É verdade que demora um pouco para o filme engatar e nos puxar para o seu universo. Ah, mas quando ele finalmente desencanta e nos convida a viajar… É uma jornada e tanto. E torna-se divertido, ao longo da projeção, identificar semelhanças com outros filmes como: Blade Runner – “like tears in the rain” vem a tona toda vez que se vê um robô com sentimentos no cinema; Matrix – sempre uma referência para cenas de ação num contexto de ficção científica; e até mesmo A Origem – o Mergulho Profundo que Mira aplica na Gueixa hackeada é praticamente uma “invasão de sonhos”. Detalhe: o mangá The Ghost In The Shell veio antes dos dois últimos filmes citados.

Ainda que A Vigilante do Amanhã: Ghost in the Shell não possua nenhuma cena com credenciais para se tornar antológica, há, dispersos ao longo do filme, instantes de pura e surpreendente beleza. A morte da Dra. Ouelet (encarnada por Juliette Binoche como um poço de carinho e afeto) certamente é um deles. E a dicotomia que rege a personagem também é digna de destaque: ao mesmo tempo em que ela é responsável por fazer um trabalho mecânico e frio, construindo e reparando robôs, seu coração transborda humanidade e a condiciona a se importar com suas criações, especialmente com Mira, com quem desenvolve uma relação próxima e afetuosa, de mãe para filha.

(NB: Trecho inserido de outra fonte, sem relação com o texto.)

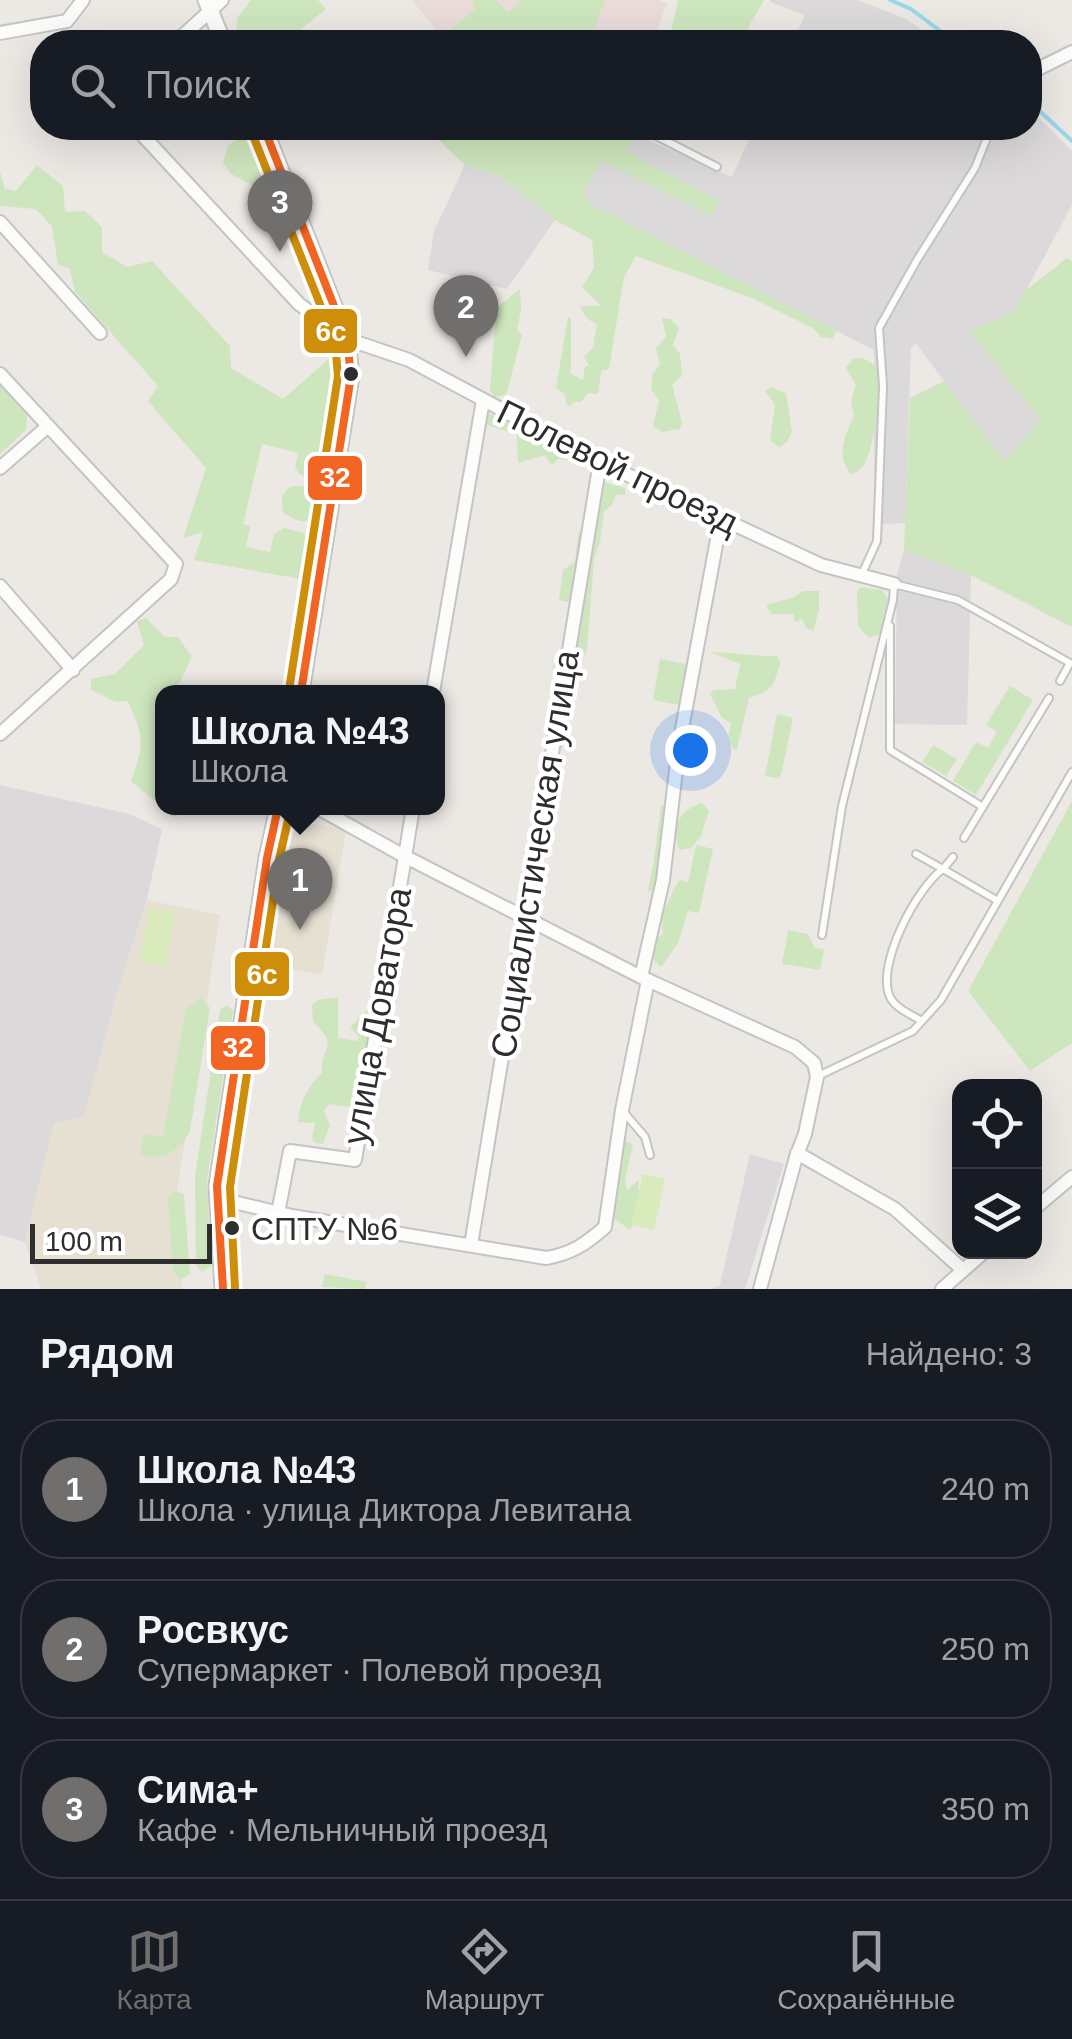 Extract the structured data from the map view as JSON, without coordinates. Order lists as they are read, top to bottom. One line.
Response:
{"streets":{"street":["Полевой проезд","Социалистическая улица","улица Доватора"]},"crossings":[["Полевой проезд","Социалистическая улица"]],"places":["СПТУ №6"],"lines":["transit line 32","transit line 6c"],"scale_bar":"100 m","page":{"search":"Поиск","pins":["3","2","1"],"popup":["Школа №43","Школа"],"scale":"100 m","heading":["Рядом","Найдено: 3"],"list":[{"mark":"1","name":"Школа №43","note":"Школа · улица Диктора Левитана","value":"240 m"},{"mark":"2","name":"Росвкус","note":"Супермаркет · Полевой проезд","value":"250 m"},{"mark":"3","name":"Сима+","note":"Кафе · Мельничный проезд","value":"350 m"}],"nav":["Карта","Маршрут","Сохранённые"]}}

Portanto, quando ocorre o seu assassinato, pouco após ela salvar a vida de Mira, sentimos um nó na garganta – muito distante daquela indiferença com a qual recebemos a morte de Kuze, mais tarde. Nada como um personagem bem desenvolvido e uma boa atuação! Vemos a Dra. Ouelet ser alvejada através de um vidro. E seu rosto, expressão assustada, aos poucos sai do alcance de nossos olhos. O diretor Rupert Sanders caprichou. Não só isso: nas cenas de ação ele também se saiu bem e, auxiliado pela música de Clint Mansell e Lorne Balfe soube aplicar boas dosagens de tensão quando necessário.

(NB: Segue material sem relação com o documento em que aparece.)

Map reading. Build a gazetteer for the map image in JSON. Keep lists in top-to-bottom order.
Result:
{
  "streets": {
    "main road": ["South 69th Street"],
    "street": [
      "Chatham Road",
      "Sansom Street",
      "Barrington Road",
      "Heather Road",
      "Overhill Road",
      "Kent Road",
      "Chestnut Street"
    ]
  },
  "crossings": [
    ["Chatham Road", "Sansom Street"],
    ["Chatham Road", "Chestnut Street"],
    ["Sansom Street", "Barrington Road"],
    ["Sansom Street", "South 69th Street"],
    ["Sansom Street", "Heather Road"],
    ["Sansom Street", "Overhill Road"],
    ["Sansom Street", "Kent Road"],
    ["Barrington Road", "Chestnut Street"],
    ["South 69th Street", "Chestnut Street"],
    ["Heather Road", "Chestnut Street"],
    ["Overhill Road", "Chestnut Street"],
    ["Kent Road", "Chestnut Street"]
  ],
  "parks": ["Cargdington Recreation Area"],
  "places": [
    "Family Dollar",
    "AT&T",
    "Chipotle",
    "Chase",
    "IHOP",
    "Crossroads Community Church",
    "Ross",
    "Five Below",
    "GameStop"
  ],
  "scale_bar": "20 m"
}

Mas talvez a melhor cena do filme seja também a mais bonita: a do encontro de Mira com sua verdadeira mãe, Hairi. Muita coisa acontece ali naquele diálogo. Há muito sentimento em jogo, de ambos os lados. A conversa contém elementos trágicos, mas ainda assim está imbuída de uma sensação palpável de esperança. E que fique claro: trata-se de “apenas” um diálogo. Scarlett Johansson e Kaori Momoi se saem muito bem e Rupert Sanders confere inesperada delicadeza a esta cena que acaba sendo um bem-vindo ponto fora da curva no meio de todo o clima Cyberpunk proposto por A Vigilante do Amanhã: Ghost in the Shell.

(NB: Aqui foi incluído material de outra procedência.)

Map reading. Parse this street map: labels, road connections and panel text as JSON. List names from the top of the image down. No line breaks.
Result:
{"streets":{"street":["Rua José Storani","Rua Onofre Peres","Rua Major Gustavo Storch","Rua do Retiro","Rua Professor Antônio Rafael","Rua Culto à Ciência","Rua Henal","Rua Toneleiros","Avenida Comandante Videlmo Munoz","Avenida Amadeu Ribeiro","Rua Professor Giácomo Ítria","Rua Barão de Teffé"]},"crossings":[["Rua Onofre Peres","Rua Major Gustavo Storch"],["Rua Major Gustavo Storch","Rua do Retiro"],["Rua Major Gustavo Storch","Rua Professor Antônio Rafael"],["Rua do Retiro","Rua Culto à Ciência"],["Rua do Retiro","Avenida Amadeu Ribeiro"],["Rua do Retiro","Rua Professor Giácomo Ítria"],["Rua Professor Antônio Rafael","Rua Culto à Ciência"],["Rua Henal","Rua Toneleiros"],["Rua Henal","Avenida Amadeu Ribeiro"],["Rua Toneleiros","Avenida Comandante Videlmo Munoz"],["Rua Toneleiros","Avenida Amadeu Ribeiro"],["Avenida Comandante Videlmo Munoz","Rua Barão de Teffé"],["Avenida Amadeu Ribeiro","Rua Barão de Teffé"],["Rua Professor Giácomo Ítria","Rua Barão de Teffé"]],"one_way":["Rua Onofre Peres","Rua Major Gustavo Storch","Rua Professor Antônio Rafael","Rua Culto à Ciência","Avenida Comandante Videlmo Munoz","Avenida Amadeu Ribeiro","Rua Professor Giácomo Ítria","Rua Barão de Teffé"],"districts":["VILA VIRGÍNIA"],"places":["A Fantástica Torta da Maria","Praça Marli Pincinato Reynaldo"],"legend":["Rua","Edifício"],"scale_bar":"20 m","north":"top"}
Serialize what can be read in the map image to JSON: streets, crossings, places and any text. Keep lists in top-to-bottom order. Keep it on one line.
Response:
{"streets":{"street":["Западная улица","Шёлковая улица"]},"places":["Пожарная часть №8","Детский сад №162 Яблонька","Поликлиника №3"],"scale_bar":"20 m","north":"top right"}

Ainda deve-se aplaudir a inteligência do filme em não tomar partido em relação a quem é o verdadeiro vilão da história. Kuze, que teoricamente deveria ser o malvado-mor, nem é tão vilão assim – mas fez coisas terríveis… Ah, o verdadeiro vilão é a empresa responsável por toda essa confusão, empresa esta que mata inocentes em prol de seu projeto tecnológico – mas seus funcionários e agentes, como a Dra. Ouelet e Batou tornaram-se a família adotiva de Mira. Essa volatilidade é ótima, pois distancia o filme da velha dinâmica do bom x mau, onde todos têm papéis muito bem definidos e tudo é muito óbvio e estereotipado. Aliás, a linha tênue que separa o bem do mal, capaz de render discussões intermináveis, tem ecos escondidos nas palavras que iniciaram esse texto. Voltemos a elas…

“Você é o que todos vão se tornar um dia”, diz a Dr. Ouelet.

E a resposta de Mira é de partir o coração: “Você não tem ideia do quão solitária isso me faz sentir”.

A partir de agora estamos todos autorizados a nos identificar e nos emocionar com um robô. Afinal, Mira tem um pouco de nós, não é mesmo? Para o bem e para mal.